-- EXTRACTED INFORMATION follows --

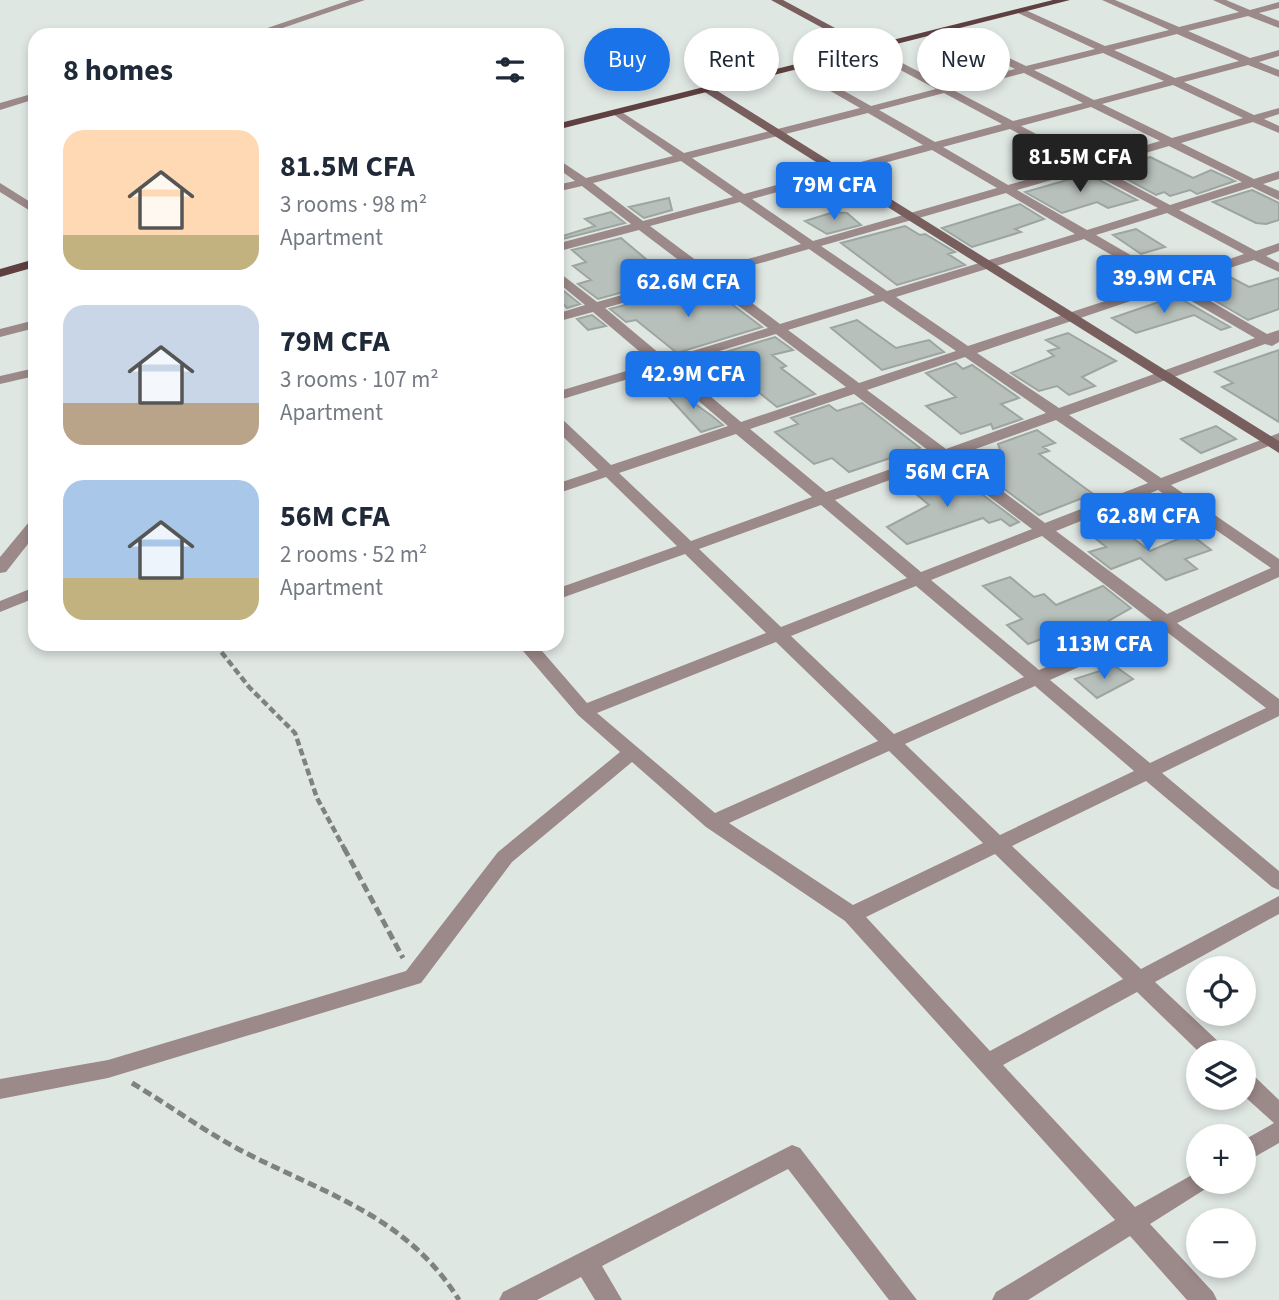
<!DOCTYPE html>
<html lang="en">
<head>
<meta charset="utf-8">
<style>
	:root { --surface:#fff; --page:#f2f2f3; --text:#1f2937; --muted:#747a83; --accent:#1a73e8 }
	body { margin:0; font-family:"Source Sans 3",sans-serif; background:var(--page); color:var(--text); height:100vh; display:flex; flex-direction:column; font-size:26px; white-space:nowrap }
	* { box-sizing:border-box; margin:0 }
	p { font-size:23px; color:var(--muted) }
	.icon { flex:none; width:38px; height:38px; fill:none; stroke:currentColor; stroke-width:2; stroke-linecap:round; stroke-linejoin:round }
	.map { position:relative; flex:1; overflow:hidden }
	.panel { position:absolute; left:28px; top:28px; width:536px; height:623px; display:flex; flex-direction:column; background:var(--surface); border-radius:21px; box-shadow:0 4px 10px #0003 }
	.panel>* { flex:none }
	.banner { position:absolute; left:584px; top:28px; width:588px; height:63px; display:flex; gap:14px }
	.fabs { position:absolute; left:1186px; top:956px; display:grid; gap:14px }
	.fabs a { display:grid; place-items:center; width:70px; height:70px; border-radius:50%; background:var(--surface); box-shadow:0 4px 10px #0003; font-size:35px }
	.price { position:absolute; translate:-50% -60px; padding:0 16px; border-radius:7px; background:var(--accent); color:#fff; font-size:23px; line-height:46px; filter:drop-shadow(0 2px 4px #0008) }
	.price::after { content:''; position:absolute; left:50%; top:42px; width:21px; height:16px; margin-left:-10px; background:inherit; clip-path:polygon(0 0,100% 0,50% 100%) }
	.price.active { background:#222; color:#fff }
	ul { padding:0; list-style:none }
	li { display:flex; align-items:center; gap:21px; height:175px; padding:0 35px }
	li span { display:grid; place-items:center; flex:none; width:196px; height:140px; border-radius:21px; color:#555 }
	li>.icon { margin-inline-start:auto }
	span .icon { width:84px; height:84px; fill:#fffc; stroke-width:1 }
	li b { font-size:30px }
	h2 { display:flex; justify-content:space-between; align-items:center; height:84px; padding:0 35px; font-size:30px }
	.tag { padding:0 24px; border-radius:32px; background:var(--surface); box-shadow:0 4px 10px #0003; font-size:24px; line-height:63px }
	.tag.active { background:var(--accent); color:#fff }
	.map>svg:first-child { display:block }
	.building { fill:#b8c0bb; stroke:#9da5a0; stroke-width:2 }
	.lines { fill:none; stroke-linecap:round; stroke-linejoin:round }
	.path-far1 { stroke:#7e8380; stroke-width:4.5; stroke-dasharray:7 3.5; stroke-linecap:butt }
	.path { stroke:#7e8380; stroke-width:5; stroke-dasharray:9 4.5; stroke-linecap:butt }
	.street { fill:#9c8989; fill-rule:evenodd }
	.secondary { fill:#795e5e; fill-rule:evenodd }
	.primary { fill:#5f4040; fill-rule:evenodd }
</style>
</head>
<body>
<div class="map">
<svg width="1279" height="1300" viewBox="0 0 1279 1300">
	<rect width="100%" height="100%" fill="#dfe7e3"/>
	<path class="building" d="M1150 157 1193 178 1211 170 1235 181 1197 194 1190 190 1170 196 1164 192 1156 195 1108 169Z
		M1088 174 1137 200 1108 208 1097 202 1062 213 1025 192Z
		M1252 190 1279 203V220L1266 224 1256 223 1213 202Z
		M669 198 672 210 644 218 629 207Z
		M1020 204 1044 219 1015 229 1021 232 972 247 942 228Z
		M611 212 625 223 559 240 556 238 595 226 585 219Z
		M834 212 847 213 861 225 827 234 805 221Z
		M905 226 920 235 925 234 955 252 948 254 965 265 897 285 841 243Z
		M1136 229 1165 247 1141 254 1113 235Z
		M621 238 653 265 633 270 652 284 598 299 578 284 591 280 573 266 586 262 572 250Z
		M1230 277 1249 287 1279 278V309L1248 320 1197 290Z
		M560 288 580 304 567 308 556 296V289Z
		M702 290 717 301 725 299 762 327 677 353 636 320 626 322 610 309 665 294 669 298Z
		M1176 296 1230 327 1221 330 1194 315 1136 333 1112 318Z
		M592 315 606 326 588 330 577 319Z
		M857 320 896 348 929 340 944 352 882 370 831 328Z
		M1068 333 1116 361 1082 377 1095 386 1069 395 1057 386 1039 391 1011 373 1054 356 1048 351 1059 348 1046 340Z
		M775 337 793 350 772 355 786 366 781 368 815 394 777 407 746 382 759 377 726 352Z
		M1279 350V422L1222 387 1233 383 1215 372Z
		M956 363 963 369 972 365 1019 398 1001 404 1022 419 993 429 991 424 961 434 926 406 956 397 926 373Z
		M670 386 712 416 723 425 701 432 664 392Z
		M862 403 920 448 849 472 832 458 814 464 775 432 798 424 791 418 829 405 837 411Z
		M1216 426 1236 439 1201 453 1181 439Z
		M1037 430 1055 443 1043 447 1049 451 1039 454 1093 494 1039 515 971 464 1001 452 998 444Z
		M951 471 1019 522 1010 526 1001 519 989 523 983 518 907 544 887 527 929 505 908 487Z
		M1117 526 1150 551 1190 534 1211 550 1185 559 1197 569 1166 580 1140 558 1111 569 1089 552 1106 547 1090 534Z
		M1010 577 1034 597 1044 594 1056 605 1103 586 1131 608 1094 629 1090 626 1060 639 1055 634 1028 644 1007 625 1022 619 983 586Z
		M1115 666 1133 679 1097 698 1075 679Z"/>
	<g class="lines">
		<path class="path-far1" d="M215 644 249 687 295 733 317 798 345 850"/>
		<path class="path" d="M344 848 403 958
			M132 1083C169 1105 204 1131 242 1151 325 1194 407 1216 459 1300"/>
		<path class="street" d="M350 0H365L262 35H247Z
			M1102 0H1115L1179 27 1239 12 1213 0H1226L1250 10 1279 2V8L1259 13 1279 21V28L1248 16 1188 31 1250 58 1279 50V56L1259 62 1279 70V77L1248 65 1184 82 1254 115 1279 108V114L1264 119 1279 126V133L1253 122 1181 143 1254 179 1279 171V179L1263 184 1279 191V200L1252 187 1179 210 1256 251 1279 243V251L1266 256 1279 263V272L1254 260 1181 284 1267 334 1279 330V342L1272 346 1265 344 1069 415 1161 478 1279 433V442L1171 485 1279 559V577L1177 623 1279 699V716L1162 773 1279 871V890L1272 887 1146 781 1012 846 1141 969 1279 896V914L1155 982 1222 1045 1225 1052H1199L1137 992 1003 1065 1135 1207 1199 1171V1181H1211L1207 1188 1150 1224 1213 1292 1217 1300H1187L1130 1236 1028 1300H992L996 1292 1115 1220 845 921 706 827 632 762 512 862 421 983 108 1078 0 1099V1079L108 1060 406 971 498 852 620 752 578 715 517 644H536L587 703 766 633 685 554 556 600V589L677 546 606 477 556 494V484L598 470 556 430V417L561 418 611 465 728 426 661 369 556 401V392L653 363 593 312 556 322V314L585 305 556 281V270L597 302 697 274 639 230 556 252V244L631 224 582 186 556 192V185L575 181 556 167V158L586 178 673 156 613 114 612 112 617 109 684 153 860 108 792 69 791 67 796 64 871 106 936 89 865 51V47L869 46 947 86 1015 69 941 32V28L945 27 1026 66 1095 49 1018 13 1016 11 1021 8 1105 46 1169 30ZM1177 34 1239 61 1175 78 1114 50ZM1103 53 1164 81 1094 100 1034 70ZM1024 73 1083 103 1013 121 955 91ZM1173 85 1243 118 1172 138 1102 104ZM944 93 1002 124 935 142 879 110ZM1091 107 1160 141 1089 162 1021 126ZM868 113 923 145 744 194 692 158ZM1010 129 1078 165 1008 185 943 147ZM1169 146 1242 182 1170 205 1098 167ZM932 150 997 188 813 241 752 199ZM681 161 733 197 643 221 593 183ZM1086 170 1158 208 1087 230 1017 190ZM1006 193 1075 234 887 291 821 246ZM740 202 801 244 709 270 650 226ZM1167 213 1244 254 1172 279 1096 235ZM1084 239 1160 283 968 346 896 297ZM809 249 875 295 780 324 716 276ZM704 280 768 328 666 359 605 308ZM1169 288 1255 338 1059 408 977 353ZM883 301 956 351 859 383 788 330ZM776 334 846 387 741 422 673 365ZM965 357 1046 413 946 449 867 390ZM854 394 933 454 826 492 750 429ZM1056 420 1148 483 1045 523 956 456ZM736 434 812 497 691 541 619 473ZM942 461 1032 529 921 572 835 500ZM1158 490 1271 568 1167 614 1056 531ZM821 505 907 578 781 627 699 549ZM1042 536 1152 621 1039 670 931 580ZM916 586 1024 677 894 734 791 636ZM1163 629 1266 708 1150 763 1050 680ZM776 642 878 741 715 813 597 713ZM1035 686 1134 771 1000 835 905 744ZM889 751 983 843 853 905 729 823ZM995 854 1123 979 990 1051 866 917Z
			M35 93V99L0 110V103Z
			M0 183 35 205V214L0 192Z
			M35 320V328L0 337V329Z
			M35 368V376L0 384V376Z
			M35 520V535L6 572 0 573V557L29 522Z
			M35 587V598L0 612V601Z
			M1244 1072 1252 1074 1279 1100V1143L1244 1163V1140L1274 1123 1244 1096Z
			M792 1145 800 1148 917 1300H889L788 1169 602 1266 622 1300H595L581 1277 537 1300H499L503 1292Z"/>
		<path class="secondary" d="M771 0H783L874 49 865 51Z
			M703 87H711L1279 441V453L703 91Z"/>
		<path class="primary" d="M1053 0H1070L556 130V124Z
			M35 259V267L0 277V269Z"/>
	</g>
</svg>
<div class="fabs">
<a><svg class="icon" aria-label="locate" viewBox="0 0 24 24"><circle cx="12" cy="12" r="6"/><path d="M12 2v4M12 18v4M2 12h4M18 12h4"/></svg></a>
<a><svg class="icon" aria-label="layers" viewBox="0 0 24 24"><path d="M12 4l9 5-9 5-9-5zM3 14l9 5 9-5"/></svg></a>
<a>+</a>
<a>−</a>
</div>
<b class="price active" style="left:1080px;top:194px">81.5M CFA</b>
<b class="price" style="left:834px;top:222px">79M CFA</b>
<b class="price" style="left:1164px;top:315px">39.9M CFA</b>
<b class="price" style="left:688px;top:319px">62.6M CFA</b>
<b class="price" style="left:693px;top:411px">42.9M CFA</b>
<b class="price" style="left:947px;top:509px">56M CFA</b>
<b class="price" style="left:1148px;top:553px">62.8M CFA</b>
<b class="price" style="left:1104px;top:681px">113M CFA</b>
<div class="banner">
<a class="tag active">Buy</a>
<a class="tag">Rent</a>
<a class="tag">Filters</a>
<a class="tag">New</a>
</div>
<section class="panel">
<h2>8 homes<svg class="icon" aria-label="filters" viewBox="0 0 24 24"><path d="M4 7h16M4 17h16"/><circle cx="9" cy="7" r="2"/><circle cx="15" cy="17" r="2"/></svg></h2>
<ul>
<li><span style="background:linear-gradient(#ffd9b3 75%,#c2b280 0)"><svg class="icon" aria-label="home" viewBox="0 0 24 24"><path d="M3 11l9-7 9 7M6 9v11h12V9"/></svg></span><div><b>81.5M CFA</b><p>3 rooms · 98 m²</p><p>Apartment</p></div></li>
<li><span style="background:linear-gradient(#c9d6e8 70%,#b9a48a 0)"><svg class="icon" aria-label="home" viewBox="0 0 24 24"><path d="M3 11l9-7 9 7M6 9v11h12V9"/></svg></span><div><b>79M CFA</b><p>3 rooms · 107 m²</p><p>Apartment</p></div></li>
<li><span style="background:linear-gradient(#a9c7e8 70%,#c2b280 0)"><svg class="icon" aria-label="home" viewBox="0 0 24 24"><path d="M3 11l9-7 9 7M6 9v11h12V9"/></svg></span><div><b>56M CFA</b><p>2 rooms · 52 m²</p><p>Apartment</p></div></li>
</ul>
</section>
</div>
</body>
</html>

-- EXTRACTED INFORMATION concluded --

• _WORK REQUEST_:
All lines in the records above with "body" need to be found and copied.

• _ANSWER SPACE_:
	body { margin:0; font-family:"Source Sans 3",sans-serif; background:var(--page); color:var(--text); height:100vh; display:flex; flex-direction:column; font-size:26px; white-space:nowrap }
<body>
</body>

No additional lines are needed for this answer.